Two and a half years ago, many Bahrainis took to the street seeking better job opportunities and greater access to affordable housing. These demonstrators had a noble goal: to build upon Bahrain’s rich tradition of reform from within to make a better country for all Bahrainis. Not long after the movement began, extremists hijacked it, co-opted its legitimate demands for change and plunged our country into a crisis from which we are still working to recover.
In spite of the challenges we have faced as a nation, Bahrainis from across the political spectrum have a new opportunity to come together in the spirit of reconciliation as our National Dialogue reconvened last Wednesday. The resumption of dialogue comes at a time when it is clear that mass protest in the street have failed to bring about meaningful change that can unite, rather than divide, Bahrain. This important realization should only provide further impetus to the National Dialogue as a mechanism to resolve our differences constructively.
On Aug. 14, extreme members of the opposition called for a day of protests seeking to replicate the Tamarod movement in Egypt. Despite the backing of several opposition members, the day fizzled into a series of small, oftentimes violent protests. A week later, the Al-Wefaq National Islamic Society called for a mass demonstration following Friday prayers that drew a fraction of the number of people they had in the past.
These concurrent events do not provide cause for celebration; rather, they demonstrate that meaningful change can only come through a deliberative process that produces a Bahraini consensus for it.
To date, the political opposition in Bahrain has failed to take advantage of the multitude of opportunities to engage in dialogue with the government and their fellow citizens.
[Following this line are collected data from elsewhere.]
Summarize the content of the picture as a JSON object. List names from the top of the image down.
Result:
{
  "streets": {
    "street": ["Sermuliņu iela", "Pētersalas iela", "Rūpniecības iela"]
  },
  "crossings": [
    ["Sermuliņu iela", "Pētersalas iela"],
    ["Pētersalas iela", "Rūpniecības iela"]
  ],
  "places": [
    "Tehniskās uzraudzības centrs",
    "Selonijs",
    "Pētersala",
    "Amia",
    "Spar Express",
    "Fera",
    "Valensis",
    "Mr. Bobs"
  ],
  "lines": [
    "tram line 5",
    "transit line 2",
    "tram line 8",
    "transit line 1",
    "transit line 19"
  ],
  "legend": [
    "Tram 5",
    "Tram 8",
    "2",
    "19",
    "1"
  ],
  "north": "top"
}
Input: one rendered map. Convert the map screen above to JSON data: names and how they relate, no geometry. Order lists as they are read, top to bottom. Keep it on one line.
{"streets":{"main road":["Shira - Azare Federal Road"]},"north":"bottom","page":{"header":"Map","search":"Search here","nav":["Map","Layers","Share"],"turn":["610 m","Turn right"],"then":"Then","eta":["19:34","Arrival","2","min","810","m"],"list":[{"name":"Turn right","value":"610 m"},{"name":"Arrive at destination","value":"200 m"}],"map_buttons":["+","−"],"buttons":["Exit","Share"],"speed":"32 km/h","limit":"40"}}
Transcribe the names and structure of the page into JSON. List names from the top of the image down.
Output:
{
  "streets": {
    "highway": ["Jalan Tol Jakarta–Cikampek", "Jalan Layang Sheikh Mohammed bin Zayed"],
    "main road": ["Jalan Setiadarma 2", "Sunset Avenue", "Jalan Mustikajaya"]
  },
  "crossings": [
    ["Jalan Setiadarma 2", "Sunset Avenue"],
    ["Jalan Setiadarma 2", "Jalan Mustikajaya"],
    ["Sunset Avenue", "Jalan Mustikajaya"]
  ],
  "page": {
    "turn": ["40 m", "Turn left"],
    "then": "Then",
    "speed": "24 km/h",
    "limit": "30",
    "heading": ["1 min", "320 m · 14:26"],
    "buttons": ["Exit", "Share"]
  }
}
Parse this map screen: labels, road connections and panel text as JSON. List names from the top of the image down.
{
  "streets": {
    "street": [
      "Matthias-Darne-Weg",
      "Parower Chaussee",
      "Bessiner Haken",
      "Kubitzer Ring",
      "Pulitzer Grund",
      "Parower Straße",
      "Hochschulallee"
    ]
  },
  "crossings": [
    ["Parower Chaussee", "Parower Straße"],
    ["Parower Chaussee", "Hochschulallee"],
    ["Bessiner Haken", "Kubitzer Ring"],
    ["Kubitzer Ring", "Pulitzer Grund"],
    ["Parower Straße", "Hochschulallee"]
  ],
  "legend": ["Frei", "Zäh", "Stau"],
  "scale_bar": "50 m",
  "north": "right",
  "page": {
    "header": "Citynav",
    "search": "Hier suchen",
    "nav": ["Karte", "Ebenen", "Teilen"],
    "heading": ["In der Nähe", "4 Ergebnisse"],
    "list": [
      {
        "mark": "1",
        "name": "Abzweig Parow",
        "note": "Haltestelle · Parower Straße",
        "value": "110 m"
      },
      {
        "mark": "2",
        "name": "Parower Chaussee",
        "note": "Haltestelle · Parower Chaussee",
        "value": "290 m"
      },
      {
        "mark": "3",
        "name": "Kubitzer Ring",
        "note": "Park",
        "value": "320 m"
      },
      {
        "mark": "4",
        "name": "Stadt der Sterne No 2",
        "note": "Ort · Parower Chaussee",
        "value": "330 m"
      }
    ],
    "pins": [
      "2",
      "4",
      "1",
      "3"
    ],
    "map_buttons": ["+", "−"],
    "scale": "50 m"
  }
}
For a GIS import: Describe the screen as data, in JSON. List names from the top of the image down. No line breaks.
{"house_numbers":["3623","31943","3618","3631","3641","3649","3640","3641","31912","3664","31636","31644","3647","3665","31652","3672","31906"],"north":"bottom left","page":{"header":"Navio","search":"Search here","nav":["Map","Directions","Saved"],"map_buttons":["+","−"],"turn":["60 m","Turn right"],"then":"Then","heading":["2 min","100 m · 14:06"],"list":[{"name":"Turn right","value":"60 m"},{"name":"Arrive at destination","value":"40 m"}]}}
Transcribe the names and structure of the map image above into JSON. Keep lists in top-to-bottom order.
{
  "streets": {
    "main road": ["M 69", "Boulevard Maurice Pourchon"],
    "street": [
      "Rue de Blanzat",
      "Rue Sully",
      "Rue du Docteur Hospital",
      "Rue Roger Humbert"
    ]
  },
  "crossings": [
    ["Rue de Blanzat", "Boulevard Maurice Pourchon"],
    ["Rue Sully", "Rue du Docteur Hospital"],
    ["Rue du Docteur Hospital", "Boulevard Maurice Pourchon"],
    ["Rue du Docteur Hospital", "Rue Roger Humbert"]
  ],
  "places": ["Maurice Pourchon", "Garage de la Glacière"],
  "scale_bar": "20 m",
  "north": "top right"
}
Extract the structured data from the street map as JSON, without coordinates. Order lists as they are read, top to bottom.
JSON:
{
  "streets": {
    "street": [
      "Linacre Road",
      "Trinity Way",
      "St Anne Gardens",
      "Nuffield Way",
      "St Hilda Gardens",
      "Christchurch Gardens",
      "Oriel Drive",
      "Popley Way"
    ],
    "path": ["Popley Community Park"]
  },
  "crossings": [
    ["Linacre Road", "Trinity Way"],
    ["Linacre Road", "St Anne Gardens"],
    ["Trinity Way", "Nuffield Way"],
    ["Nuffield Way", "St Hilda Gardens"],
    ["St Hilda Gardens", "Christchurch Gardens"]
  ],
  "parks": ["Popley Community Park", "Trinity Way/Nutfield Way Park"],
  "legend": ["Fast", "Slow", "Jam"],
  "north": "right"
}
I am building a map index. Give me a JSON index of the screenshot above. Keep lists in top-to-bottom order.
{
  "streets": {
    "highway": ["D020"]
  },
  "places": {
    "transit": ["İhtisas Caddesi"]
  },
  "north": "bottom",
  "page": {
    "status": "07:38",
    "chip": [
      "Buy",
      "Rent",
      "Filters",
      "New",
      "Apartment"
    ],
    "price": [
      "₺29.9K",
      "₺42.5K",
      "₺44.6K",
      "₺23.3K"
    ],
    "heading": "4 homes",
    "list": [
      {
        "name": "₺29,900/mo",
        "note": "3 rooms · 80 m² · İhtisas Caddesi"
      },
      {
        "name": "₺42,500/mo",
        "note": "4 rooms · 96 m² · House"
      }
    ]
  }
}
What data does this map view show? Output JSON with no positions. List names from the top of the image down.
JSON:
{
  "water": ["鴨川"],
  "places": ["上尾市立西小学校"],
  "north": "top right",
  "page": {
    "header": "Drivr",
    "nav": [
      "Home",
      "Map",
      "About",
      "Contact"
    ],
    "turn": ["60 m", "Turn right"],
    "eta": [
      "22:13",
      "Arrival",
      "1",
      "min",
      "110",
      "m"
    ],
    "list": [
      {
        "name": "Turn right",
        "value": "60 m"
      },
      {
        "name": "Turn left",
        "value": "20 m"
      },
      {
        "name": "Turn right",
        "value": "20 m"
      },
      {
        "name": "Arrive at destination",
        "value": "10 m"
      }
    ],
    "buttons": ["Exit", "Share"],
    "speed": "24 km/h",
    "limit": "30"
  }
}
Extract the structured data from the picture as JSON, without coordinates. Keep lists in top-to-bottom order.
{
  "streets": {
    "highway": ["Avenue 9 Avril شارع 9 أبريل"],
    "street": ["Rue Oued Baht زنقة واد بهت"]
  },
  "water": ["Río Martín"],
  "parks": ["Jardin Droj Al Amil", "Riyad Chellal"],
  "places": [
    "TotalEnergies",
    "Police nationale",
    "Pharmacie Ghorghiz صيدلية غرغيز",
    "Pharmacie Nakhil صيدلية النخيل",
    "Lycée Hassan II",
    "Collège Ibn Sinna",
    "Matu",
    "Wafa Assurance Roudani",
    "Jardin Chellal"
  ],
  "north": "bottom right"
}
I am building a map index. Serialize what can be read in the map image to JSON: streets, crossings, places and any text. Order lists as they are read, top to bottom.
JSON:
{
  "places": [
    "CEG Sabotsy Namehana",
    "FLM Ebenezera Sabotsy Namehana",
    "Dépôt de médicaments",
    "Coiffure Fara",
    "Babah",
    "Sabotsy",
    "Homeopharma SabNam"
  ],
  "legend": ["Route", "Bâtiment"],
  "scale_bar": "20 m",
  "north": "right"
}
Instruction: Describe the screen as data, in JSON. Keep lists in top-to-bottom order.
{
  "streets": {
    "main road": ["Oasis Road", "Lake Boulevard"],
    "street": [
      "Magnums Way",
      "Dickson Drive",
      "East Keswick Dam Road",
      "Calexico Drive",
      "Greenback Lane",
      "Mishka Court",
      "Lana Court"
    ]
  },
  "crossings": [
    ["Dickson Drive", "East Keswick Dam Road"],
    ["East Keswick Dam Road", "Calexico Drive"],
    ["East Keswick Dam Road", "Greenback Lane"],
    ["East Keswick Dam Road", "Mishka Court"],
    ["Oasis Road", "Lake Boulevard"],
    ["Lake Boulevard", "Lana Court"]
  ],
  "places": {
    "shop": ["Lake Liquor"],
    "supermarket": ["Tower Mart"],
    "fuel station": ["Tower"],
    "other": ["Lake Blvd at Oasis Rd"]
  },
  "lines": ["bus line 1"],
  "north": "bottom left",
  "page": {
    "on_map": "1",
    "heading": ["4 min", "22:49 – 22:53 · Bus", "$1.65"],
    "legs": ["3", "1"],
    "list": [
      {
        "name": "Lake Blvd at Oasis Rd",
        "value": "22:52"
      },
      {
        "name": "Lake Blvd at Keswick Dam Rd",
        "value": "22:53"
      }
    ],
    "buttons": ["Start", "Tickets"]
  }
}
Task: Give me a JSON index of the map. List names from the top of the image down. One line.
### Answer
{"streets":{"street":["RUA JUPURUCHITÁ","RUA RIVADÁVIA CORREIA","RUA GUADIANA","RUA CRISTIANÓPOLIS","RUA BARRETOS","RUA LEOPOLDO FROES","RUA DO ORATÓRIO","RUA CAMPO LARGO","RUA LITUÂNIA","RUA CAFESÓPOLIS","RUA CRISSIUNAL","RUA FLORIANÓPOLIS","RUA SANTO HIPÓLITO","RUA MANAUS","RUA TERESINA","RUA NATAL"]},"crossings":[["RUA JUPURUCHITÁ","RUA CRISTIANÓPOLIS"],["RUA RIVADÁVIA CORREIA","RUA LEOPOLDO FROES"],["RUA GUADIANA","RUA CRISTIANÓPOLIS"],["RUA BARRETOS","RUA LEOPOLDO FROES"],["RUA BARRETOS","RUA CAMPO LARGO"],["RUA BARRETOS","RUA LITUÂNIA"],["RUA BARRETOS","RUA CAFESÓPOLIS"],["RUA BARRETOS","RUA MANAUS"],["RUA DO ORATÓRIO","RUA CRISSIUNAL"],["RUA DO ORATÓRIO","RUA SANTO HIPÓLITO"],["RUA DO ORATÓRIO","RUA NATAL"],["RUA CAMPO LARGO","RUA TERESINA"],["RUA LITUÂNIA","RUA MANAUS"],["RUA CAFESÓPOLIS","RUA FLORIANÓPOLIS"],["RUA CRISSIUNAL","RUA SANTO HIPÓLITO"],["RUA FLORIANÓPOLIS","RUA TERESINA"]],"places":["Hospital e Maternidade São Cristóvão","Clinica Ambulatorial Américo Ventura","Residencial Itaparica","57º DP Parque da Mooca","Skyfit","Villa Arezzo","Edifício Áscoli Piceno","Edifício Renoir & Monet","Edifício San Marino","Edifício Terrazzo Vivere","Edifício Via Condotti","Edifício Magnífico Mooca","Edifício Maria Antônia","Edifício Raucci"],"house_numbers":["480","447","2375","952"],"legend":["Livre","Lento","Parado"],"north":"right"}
During the height of the unrest, the opposition walked away from an unconditional dialogue with Bahrain’s crown prince that appeared poised to meet many of their demands. Several months later, they withdrew the first National Dialogue and refused to participate in the National Commission overseeing the implementation of the Bahrain Independent Commission of Inquiry Report’s recommendations. And in the first four months of the current Dialogue, opposition societies have resisted moving on from procedural discussions toward substantive issues.
The opposition’s embrace of dialogue as a means to peacefully effect change will have a broad, positive impact on Bahraini society at large. Perhaps most consequentially, it would undermine the violent elements that have been attacking and killing police officers with Molotov cocktails, detonating improvised explosive devices near mosques, and generally disrupting daily life in the country by burning tires and obstructing traffic. Continuing down this destructive path will only further alienate the majority of Bahrainis who wish to simply go about their daily lives.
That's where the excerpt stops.